The Indian women’s hockey team has made it to the semifinals at the Olympics for the first time in their three appearances. India had finished 12th and last in Rio 2016, and only a round-robin stage was played at Moscow 1980.
The Men's 50m Rifle 3 Positions qualification is over and neither of the Indian shooters are through to the final. Aishwary Pratap Singh Tomar finished 21st with an aggregate of 1167, and Sanjeev Rajput ended 32nd with an aggregate of 1157 in the qualifying rounds.
In the third and final Standing round, Olympic debutant Tomar made a poor start and eventually ended with 379/400. Rajput, appearing in his third Olympics, could only manage 377.

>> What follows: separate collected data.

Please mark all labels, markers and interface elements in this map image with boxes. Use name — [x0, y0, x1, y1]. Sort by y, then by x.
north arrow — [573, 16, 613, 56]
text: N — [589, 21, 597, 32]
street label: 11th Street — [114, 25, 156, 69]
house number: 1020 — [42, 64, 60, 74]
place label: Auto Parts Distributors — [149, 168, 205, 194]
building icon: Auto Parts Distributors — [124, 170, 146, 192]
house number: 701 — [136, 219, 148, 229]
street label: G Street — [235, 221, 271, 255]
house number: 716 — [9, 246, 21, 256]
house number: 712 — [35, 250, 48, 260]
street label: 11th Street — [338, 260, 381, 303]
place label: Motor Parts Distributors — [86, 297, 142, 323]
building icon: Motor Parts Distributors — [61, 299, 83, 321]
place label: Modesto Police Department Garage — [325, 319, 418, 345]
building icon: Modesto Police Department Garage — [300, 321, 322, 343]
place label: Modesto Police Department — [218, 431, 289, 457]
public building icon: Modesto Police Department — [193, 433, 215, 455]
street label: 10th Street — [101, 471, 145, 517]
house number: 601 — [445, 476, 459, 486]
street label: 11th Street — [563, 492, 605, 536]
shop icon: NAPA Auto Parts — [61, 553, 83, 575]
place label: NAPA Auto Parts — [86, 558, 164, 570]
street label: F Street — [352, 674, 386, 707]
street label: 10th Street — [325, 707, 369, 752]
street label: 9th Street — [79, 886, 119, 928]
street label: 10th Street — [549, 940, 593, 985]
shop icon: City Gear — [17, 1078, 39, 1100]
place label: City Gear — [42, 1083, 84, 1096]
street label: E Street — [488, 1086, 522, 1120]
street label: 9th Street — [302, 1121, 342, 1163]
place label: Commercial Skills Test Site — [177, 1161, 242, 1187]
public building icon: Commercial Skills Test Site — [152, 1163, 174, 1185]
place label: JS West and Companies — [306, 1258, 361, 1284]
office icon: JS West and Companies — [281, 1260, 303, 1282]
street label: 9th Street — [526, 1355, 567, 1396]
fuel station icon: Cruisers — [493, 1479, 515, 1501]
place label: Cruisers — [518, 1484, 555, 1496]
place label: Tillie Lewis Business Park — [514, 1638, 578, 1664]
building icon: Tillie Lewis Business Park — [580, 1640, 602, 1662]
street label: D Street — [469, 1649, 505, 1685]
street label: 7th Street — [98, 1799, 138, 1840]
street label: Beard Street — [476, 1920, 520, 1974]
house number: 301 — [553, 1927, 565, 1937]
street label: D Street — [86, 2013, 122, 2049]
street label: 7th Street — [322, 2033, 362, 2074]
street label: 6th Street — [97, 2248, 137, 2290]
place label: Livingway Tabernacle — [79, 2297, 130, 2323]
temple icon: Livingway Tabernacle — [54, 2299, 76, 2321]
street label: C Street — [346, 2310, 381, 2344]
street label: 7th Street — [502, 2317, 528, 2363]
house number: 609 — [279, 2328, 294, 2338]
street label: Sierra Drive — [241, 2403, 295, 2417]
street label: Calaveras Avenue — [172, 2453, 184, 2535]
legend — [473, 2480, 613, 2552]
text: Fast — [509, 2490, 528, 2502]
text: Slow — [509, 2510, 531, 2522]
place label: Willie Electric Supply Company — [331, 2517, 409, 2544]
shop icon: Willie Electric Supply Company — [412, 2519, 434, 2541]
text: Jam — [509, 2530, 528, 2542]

With this, India's pitiful campaign in shooting at the Tokyo Olympics limps to an end. Of the 15 Indian shooters, only Saurabh Chaudhary made the final of his event - finishing seventh in the Men’s 10m Air Pistol.
Contrasting scenes at the Oi Hockey Stadium as the Australians - and the Indian women - are in tears of disbelief. One team is in agony, the other in ecstasy!
Just let this sink in - India beat Australia in a quarterfinal at the Olympics. The Indian women's hockey team is into the semifinals at Tokyo. As is the men's team.
Jai Ho rings out at the Oi Hockey Stadium. Indeed!
Oh my god, they've done it! It was absolutely nerve-wracking at the end as Australia got back-to-back penalty corners in the last 5 minutes, but India hold on for a well-deserved 1-0 win in the Women's Hockey Quarterfinal.
What an absolutely stunning win for the Indian women, getting the better of the World No. 2 team that had scored 13 goals coming into this match. But the Australians couldn't convert their chances and 7 penalty corners in this match, and they are in tears as the three-time Olympic champions and favourites go out.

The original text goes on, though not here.